A new database: FBuild's a bit faster with Python 3.1's new io module, but it may be even faster if we could use a SQLite database.

Get rid of the global state: For ease of implementation, FBuild has a couple global state objects: the scheduler, the database, the logger, and the commandline options. We could fold all of these into some context object and pass it around. This would mean you'd have to write code like this though:

def build(ctx):
    static = fbuild.builders.guess_static(ctx)

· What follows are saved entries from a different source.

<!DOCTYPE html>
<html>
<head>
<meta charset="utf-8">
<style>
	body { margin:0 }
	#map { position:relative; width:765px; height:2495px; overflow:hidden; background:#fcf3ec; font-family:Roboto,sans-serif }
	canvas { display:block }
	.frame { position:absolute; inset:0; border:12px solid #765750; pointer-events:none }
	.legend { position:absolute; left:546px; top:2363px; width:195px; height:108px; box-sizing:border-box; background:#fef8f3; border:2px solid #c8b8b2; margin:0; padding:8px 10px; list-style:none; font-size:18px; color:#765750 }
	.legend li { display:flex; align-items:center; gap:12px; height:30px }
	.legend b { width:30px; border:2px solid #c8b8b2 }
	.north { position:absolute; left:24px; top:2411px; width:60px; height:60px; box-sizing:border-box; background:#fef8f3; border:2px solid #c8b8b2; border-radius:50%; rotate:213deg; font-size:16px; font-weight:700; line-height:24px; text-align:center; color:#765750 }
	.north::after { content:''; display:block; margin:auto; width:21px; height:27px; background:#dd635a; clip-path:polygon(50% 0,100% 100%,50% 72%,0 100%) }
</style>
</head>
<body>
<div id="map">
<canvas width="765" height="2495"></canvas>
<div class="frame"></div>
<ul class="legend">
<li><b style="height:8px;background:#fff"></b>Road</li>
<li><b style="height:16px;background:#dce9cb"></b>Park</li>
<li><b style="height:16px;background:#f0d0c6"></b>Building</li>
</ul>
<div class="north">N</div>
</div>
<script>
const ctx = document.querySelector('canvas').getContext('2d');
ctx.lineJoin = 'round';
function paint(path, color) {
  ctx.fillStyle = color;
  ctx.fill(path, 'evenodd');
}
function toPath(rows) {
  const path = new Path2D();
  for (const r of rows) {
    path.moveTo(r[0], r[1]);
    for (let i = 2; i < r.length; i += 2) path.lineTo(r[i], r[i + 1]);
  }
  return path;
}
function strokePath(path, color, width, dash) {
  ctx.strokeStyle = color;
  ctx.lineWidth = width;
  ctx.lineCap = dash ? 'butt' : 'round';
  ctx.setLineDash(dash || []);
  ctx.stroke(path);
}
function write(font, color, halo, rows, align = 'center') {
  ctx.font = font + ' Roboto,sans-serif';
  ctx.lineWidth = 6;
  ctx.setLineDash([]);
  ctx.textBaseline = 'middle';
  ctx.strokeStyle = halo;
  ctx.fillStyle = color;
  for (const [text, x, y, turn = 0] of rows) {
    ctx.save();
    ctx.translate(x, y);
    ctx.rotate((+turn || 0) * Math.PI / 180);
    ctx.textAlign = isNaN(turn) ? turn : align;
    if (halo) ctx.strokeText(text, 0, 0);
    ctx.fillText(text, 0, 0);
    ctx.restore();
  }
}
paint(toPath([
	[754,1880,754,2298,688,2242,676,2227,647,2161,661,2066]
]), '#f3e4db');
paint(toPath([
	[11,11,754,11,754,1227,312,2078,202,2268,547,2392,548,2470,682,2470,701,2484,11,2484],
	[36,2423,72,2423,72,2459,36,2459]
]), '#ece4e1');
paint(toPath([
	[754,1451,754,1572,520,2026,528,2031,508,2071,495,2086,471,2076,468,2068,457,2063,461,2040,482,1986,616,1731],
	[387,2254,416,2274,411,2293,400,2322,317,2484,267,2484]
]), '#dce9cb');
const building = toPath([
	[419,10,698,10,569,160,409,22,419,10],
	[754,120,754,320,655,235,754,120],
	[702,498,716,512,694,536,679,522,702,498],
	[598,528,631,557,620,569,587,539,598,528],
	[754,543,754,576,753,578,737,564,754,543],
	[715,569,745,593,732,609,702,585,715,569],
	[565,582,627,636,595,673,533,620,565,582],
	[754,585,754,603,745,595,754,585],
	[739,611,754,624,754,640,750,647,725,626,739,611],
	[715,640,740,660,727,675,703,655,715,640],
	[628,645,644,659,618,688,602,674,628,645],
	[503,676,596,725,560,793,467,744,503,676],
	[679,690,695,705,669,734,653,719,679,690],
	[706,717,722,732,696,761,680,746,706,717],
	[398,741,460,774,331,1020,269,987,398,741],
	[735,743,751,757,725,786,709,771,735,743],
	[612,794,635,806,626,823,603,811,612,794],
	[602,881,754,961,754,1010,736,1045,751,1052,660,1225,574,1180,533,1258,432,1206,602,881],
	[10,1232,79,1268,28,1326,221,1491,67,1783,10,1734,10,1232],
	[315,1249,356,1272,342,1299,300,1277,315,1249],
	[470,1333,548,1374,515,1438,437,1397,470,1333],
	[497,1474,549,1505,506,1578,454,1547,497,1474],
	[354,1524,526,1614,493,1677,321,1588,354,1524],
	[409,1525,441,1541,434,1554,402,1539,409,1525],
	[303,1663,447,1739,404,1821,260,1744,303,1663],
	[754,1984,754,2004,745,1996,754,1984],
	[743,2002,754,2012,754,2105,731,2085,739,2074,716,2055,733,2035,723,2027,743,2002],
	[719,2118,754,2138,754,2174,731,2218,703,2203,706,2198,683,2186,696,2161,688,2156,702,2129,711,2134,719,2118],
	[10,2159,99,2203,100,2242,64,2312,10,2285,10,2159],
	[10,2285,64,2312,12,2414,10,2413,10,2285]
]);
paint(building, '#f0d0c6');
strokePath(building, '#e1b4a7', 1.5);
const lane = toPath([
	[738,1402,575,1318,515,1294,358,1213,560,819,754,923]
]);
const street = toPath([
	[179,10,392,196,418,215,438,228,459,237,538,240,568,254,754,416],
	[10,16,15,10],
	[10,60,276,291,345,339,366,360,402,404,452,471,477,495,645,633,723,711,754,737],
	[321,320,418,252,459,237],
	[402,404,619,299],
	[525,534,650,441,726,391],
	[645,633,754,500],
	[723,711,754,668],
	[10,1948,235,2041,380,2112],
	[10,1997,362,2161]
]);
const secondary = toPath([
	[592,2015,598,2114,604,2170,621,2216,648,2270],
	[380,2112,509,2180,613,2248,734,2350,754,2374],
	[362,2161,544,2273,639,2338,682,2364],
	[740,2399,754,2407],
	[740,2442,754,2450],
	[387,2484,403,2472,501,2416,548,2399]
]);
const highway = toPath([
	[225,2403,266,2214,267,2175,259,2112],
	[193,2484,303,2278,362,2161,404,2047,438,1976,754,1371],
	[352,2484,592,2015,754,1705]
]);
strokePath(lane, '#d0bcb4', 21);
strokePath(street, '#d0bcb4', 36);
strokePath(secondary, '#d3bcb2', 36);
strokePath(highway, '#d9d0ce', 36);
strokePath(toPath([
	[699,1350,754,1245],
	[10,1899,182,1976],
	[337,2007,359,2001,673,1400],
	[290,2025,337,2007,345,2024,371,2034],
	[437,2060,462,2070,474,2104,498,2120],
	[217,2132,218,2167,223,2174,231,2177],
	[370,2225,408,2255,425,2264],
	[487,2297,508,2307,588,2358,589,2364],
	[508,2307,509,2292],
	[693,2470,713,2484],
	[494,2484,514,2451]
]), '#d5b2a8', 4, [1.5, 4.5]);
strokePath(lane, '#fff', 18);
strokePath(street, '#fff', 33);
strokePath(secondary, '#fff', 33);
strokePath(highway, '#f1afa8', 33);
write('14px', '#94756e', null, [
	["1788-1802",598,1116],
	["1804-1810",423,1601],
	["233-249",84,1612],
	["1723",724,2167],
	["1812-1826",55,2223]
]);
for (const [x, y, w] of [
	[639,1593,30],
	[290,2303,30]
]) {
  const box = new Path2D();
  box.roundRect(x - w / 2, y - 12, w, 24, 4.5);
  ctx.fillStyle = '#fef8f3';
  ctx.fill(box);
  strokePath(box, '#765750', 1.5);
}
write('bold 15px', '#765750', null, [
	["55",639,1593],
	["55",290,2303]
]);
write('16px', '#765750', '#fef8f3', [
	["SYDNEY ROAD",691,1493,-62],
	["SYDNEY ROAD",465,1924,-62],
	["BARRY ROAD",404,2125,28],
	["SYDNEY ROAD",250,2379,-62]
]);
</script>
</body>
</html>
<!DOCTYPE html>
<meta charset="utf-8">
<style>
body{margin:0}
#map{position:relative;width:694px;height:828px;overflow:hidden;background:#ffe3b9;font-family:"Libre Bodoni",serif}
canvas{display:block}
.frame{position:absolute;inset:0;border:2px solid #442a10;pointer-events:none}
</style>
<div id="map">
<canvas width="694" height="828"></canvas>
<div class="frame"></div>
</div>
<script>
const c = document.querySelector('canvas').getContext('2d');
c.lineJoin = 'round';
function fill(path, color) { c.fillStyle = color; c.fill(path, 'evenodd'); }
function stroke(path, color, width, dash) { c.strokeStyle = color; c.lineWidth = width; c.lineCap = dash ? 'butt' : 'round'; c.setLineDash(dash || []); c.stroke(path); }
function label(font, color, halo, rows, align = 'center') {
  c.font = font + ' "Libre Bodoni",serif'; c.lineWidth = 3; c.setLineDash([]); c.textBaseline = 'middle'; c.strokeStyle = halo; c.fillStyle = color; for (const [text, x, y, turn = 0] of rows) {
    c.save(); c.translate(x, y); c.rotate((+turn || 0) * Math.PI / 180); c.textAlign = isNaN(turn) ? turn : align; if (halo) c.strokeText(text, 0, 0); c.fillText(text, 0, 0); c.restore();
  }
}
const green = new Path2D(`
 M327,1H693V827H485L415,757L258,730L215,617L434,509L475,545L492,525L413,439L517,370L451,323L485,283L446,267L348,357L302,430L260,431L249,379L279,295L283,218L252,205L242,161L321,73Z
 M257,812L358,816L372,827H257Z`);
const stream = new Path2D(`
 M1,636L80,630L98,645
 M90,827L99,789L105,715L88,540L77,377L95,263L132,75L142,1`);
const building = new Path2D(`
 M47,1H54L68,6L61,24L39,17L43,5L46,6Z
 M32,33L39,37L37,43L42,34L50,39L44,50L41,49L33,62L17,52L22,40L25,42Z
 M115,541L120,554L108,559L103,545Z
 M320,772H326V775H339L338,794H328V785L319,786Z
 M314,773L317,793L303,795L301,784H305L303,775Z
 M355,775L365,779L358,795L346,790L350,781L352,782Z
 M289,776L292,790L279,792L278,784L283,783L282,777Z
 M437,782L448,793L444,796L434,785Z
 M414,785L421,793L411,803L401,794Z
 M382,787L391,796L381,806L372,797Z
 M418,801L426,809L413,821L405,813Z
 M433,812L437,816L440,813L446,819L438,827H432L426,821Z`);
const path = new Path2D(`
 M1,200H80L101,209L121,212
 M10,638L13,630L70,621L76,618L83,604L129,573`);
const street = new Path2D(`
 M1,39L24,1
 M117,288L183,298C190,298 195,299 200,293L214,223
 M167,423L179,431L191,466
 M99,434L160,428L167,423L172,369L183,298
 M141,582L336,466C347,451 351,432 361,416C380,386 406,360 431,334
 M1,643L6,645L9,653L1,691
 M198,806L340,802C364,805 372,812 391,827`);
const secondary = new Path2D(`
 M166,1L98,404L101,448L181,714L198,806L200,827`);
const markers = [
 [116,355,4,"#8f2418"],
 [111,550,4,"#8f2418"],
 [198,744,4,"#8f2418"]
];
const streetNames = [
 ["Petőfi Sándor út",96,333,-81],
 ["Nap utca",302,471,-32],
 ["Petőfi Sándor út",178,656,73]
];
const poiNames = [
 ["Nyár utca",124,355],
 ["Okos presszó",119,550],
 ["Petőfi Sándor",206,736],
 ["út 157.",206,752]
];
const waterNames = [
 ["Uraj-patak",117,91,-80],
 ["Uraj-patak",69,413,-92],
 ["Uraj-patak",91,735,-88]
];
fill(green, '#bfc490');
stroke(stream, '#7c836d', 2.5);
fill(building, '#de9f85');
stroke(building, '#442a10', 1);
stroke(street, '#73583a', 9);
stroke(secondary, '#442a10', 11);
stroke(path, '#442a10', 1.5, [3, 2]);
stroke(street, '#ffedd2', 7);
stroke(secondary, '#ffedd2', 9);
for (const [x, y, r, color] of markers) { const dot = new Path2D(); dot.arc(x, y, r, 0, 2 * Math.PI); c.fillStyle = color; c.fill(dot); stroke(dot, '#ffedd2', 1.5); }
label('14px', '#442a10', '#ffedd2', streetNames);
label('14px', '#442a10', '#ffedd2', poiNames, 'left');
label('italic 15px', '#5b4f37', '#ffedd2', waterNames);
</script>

Simplify the builders more: webon on reddit pointed out that the ar builder is a bit more complicated than it needs to be. Part of the reason for this is that we're writing the option list twice. First at the builder level, second at the file level. Perhaps we could simplify this by doing something like:

class Ar(fbuild.builders.Builder):
    options = {
        flags: list,
        libs: list,
        libpaths: list,
        ...
    }

    def __init__(self, exe='ar', flags=['-rc'], **kwargs):
        ...
        super().__init__(flags=flags, **kwargs)

    def __call__(self, dst, srcs, **kwargs):
        options = self.process_options(**kwargs)
        cmd = [self.exe]
        cmd.extend('-l' + lib for lib in options.libs)
        ...

Where the superclass would somehow process the option list and automatically merge the options without us needing to copy the code everywhere all the time.

Speed up FBuild: bohan on the fbuild mailing list pointed me to a benchmark he wrote to test out his build system, wonderbuild. FBuild is beating SCons and Autotools in many tests, but I think we could to a bunch better. For instance, is there any way we could get the number of system calls down?

Finish support for avr-gcc and haskell

Optionally turn of md5ing of files: It'd be pretty easy to add a flag to fbuild.path.Path to turn off using md5 for file digesting. This should help folks like bohan who are willing to sacrifice doing rebuilds of files in order to have a faster build system.

edit: I forgot to include automatic threading. We could use futures transparently thread computation without needing to explicitly use scheduler.map. Unfortunately this can get a little complicated unless we could come up with a good way to use the futures without littering scheduler.future(f, *args, **kwargs) and scheduler.force everywhere.

edit 2: Some more projects:

targets: The idea is to have simple make-like targets, possibly something like:

@fbuild.target
def configure():
    ...

def build():
    conf = configure()
    ...

@fbuild.target
def test():
    builder = build()
    ...

installation: No ideas for that yet!